NVIDIA Blackwell Ultra GPUs Win Every MLPerf Training Test

April 20, 20262 min read

TL;DR

NVIDIA swept all MLPerf Training v5.1 benchmarks with its Blackwell Ultra GPUs, setting new speed records for large language model training.

NVIDIA has achieved a clean sweep in the latest MLPerf Training v5.1 benchmarks, winning all seven performance tests and setting new records in AI training efficiency. The results demonstrate NVIDIA's continued dominance in the AI hardware space, with the company's Blackwell Ultra GPU architecture delivering massive performance improvements over previous generations.

The GB300 NVL72 rack-scale system, powered by NVIDIA's Blackwell Ultra GPUs, made its debut in these benchmarks following a record-setting performance in recent MLPerf Inference tests. Compared to the previous Hopper architecture, the Blackwell Ultra-based system delivered more than 4x the performance in Llama 3.1 405B pretraining and nearly 5x improvement in Llama 2 70B LoRA fine-tuning using the same number of GPUs.

A key breakthrough in this round was NVIDIA's implementation of NVFP4 precision calculations, marking the first time FP4 precision has been successfully used in MLPerf Training while meeting strict accuracy requirements.
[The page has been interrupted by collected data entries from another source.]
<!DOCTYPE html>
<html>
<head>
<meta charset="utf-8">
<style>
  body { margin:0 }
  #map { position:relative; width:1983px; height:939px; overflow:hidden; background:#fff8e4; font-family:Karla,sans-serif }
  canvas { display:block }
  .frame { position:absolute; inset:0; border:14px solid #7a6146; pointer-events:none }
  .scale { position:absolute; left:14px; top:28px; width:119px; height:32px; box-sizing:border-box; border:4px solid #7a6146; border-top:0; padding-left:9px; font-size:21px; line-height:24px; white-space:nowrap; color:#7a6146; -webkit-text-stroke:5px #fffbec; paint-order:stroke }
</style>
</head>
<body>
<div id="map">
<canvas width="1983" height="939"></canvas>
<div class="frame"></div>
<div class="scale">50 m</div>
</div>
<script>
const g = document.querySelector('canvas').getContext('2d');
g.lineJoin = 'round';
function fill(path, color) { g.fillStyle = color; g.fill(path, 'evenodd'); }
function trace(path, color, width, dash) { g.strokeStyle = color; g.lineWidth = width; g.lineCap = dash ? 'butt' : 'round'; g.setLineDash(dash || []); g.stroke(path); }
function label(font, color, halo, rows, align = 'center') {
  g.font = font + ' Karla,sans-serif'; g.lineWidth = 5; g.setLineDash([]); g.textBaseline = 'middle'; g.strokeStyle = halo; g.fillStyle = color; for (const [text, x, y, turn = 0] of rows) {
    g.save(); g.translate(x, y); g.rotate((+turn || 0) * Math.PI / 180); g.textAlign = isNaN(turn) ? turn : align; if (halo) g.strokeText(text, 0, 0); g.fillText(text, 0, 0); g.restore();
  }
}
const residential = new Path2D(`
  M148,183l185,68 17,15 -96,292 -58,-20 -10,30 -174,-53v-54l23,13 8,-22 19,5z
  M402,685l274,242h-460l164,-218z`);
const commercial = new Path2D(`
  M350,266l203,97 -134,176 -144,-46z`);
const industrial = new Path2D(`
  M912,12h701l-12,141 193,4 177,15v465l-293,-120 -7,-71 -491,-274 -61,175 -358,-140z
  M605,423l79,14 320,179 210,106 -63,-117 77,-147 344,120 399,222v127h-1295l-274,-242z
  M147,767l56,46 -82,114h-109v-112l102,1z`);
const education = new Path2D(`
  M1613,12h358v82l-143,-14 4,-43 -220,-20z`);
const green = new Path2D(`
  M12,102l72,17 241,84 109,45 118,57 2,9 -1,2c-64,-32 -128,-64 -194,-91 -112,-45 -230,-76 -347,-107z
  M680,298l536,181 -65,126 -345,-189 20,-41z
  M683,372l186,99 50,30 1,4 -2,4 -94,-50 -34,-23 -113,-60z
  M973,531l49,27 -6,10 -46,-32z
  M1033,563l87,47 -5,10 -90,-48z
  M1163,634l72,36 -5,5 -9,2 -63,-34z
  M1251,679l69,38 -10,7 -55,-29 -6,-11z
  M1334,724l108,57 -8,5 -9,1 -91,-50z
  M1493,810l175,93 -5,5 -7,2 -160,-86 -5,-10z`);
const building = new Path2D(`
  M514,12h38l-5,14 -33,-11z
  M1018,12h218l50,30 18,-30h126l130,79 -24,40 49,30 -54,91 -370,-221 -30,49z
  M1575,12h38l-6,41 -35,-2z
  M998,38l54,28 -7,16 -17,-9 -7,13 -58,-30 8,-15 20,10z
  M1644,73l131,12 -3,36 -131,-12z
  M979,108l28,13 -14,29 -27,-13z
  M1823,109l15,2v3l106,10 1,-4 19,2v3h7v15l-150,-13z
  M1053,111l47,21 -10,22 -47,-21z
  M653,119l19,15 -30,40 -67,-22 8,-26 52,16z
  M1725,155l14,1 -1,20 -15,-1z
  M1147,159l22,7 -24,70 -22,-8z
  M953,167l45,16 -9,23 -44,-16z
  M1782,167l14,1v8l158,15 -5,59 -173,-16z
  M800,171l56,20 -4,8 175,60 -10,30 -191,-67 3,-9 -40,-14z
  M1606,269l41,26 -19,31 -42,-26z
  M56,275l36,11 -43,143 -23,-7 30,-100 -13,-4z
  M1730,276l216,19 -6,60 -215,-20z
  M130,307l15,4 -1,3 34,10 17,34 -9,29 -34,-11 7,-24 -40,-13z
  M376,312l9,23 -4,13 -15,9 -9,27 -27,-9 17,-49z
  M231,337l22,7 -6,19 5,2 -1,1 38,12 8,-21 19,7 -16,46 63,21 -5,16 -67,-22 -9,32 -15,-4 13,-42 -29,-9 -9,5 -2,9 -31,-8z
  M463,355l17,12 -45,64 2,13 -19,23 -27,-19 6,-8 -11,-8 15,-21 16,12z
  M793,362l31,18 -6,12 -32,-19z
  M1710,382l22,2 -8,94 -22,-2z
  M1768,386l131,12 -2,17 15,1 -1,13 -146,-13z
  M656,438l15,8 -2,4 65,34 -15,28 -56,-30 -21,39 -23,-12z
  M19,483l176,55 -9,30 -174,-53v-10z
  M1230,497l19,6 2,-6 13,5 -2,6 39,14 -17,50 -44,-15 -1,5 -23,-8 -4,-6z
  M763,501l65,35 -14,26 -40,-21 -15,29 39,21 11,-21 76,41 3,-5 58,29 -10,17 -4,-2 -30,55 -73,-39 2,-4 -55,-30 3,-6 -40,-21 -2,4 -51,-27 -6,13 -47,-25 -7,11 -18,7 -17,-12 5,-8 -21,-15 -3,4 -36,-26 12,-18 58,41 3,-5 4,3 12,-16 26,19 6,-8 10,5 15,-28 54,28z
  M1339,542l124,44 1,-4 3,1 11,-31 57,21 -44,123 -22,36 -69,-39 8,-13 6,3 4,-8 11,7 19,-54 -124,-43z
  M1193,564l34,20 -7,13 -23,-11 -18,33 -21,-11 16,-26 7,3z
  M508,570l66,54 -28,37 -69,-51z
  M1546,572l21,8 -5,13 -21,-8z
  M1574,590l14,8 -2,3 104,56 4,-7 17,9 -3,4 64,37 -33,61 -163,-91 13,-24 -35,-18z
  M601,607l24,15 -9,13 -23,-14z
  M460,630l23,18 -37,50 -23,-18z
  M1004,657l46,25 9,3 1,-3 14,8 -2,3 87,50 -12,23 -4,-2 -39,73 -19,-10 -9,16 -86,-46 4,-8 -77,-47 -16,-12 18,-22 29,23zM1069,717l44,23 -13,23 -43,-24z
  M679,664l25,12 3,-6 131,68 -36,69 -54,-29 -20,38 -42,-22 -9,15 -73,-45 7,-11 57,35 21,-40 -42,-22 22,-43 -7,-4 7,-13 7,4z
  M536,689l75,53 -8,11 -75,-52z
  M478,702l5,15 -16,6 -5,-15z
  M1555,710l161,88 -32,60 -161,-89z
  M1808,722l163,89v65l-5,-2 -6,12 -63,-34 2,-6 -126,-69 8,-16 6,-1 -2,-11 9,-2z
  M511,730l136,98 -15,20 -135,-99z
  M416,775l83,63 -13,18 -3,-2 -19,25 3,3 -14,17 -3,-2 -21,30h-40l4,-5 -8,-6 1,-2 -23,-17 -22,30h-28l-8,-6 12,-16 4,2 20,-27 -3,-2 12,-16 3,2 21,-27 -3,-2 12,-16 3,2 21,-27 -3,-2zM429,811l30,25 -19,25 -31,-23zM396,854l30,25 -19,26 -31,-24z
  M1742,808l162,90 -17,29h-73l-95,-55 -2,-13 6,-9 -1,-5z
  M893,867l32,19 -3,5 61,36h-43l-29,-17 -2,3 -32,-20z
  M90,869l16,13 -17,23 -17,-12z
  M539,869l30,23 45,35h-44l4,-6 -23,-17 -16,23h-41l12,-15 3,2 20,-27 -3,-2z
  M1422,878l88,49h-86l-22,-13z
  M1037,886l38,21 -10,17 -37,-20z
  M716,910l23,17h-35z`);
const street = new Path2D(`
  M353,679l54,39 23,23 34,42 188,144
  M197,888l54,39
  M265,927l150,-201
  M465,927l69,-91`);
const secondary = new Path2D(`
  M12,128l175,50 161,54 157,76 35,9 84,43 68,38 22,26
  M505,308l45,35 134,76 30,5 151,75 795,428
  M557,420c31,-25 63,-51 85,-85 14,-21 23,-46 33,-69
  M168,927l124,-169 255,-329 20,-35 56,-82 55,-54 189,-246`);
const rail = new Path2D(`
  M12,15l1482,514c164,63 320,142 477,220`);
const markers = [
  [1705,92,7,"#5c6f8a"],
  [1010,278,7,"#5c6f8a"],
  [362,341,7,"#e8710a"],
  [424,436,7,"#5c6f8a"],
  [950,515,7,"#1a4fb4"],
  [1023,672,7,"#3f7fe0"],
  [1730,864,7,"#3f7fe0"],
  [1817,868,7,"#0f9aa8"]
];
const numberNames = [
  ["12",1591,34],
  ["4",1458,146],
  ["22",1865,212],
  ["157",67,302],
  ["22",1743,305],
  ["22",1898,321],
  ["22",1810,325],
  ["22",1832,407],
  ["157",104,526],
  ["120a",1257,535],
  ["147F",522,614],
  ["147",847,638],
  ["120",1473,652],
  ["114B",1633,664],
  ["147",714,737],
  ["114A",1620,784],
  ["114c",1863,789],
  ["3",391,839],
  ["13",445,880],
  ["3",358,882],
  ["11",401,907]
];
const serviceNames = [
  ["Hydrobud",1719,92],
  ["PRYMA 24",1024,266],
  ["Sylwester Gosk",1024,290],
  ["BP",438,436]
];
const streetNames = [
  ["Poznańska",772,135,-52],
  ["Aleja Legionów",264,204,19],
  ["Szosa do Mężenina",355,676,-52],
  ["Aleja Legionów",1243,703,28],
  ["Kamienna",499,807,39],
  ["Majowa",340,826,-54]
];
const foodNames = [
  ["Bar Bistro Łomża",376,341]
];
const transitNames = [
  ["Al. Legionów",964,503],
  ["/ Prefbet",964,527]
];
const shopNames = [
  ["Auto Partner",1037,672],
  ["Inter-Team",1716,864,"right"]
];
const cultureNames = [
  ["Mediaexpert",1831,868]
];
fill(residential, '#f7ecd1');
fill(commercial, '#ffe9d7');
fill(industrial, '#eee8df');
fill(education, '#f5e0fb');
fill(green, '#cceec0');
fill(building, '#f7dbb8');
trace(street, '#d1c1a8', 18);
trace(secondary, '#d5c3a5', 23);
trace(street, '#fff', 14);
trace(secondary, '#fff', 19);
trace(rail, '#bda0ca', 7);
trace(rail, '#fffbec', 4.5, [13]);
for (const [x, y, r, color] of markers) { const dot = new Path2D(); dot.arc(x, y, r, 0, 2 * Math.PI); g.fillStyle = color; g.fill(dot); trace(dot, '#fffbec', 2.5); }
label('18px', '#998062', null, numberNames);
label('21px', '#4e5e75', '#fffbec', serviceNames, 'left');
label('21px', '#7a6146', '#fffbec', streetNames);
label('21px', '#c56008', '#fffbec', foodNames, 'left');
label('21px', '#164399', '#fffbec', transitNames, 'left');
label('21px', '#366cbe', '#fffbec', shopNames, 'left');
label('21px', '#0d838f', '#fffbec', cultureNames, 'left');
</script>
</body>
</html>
The Blackwell GPU architecture can perform FP4 calculations at double the rate of FP8, with Blackwell Ultra boosting this to triple the performance, enabling substantially greater AI compute capability.

NVIDIA set a new record for Llama 3.1 405B training time of just 10 minutes using over 5,000 Blackwell GPUs working in concert. This represents a 2.7x improvement over the best Blackwell-based result from the previous round, achieved through efficient scaling to more GPUs and the implementation of NVFP4 precision.

The company also established performance benchmarks on two new tests added this round: Llama 3.1 8B and FLUX.1. For the compact Llama 3.1 8B model, NVIDIA set the standard with a 5.2-minute training time using up to 512 Blackwell Ultra GPUs. On the FLUX.1 image generation benchmark, which replaced Stable Diffusion v2, NVIDIA achieved a record training time of 12.5 minutes using 1,152 Blackwell GPUs.

NVIDIA's Quantum-X800 InfiniBand platform, the industry's first end-to-end 800 Gb/s scale-up networking solution, also made its MLPerf debut, doubling scale-out networking bandwidth compared to the previous generation. The extensive ecosystem participation included submissions from 15 organizations including Dell Technologies, Hewlett Packard Enterprise, Lenovo, and Supermicro, demonstrating broad industry adoption of NVIDIA's AI platform.

These benchmark results underscore NVIDIA's accelerating innovation cycle, with the company driving significant performance improvements across pretraining, post-training, and inference workloads. The achievements position NVIDIA at the forefront of enabling new levels of AI intelligence and accelerating widespread AI adoption across industries.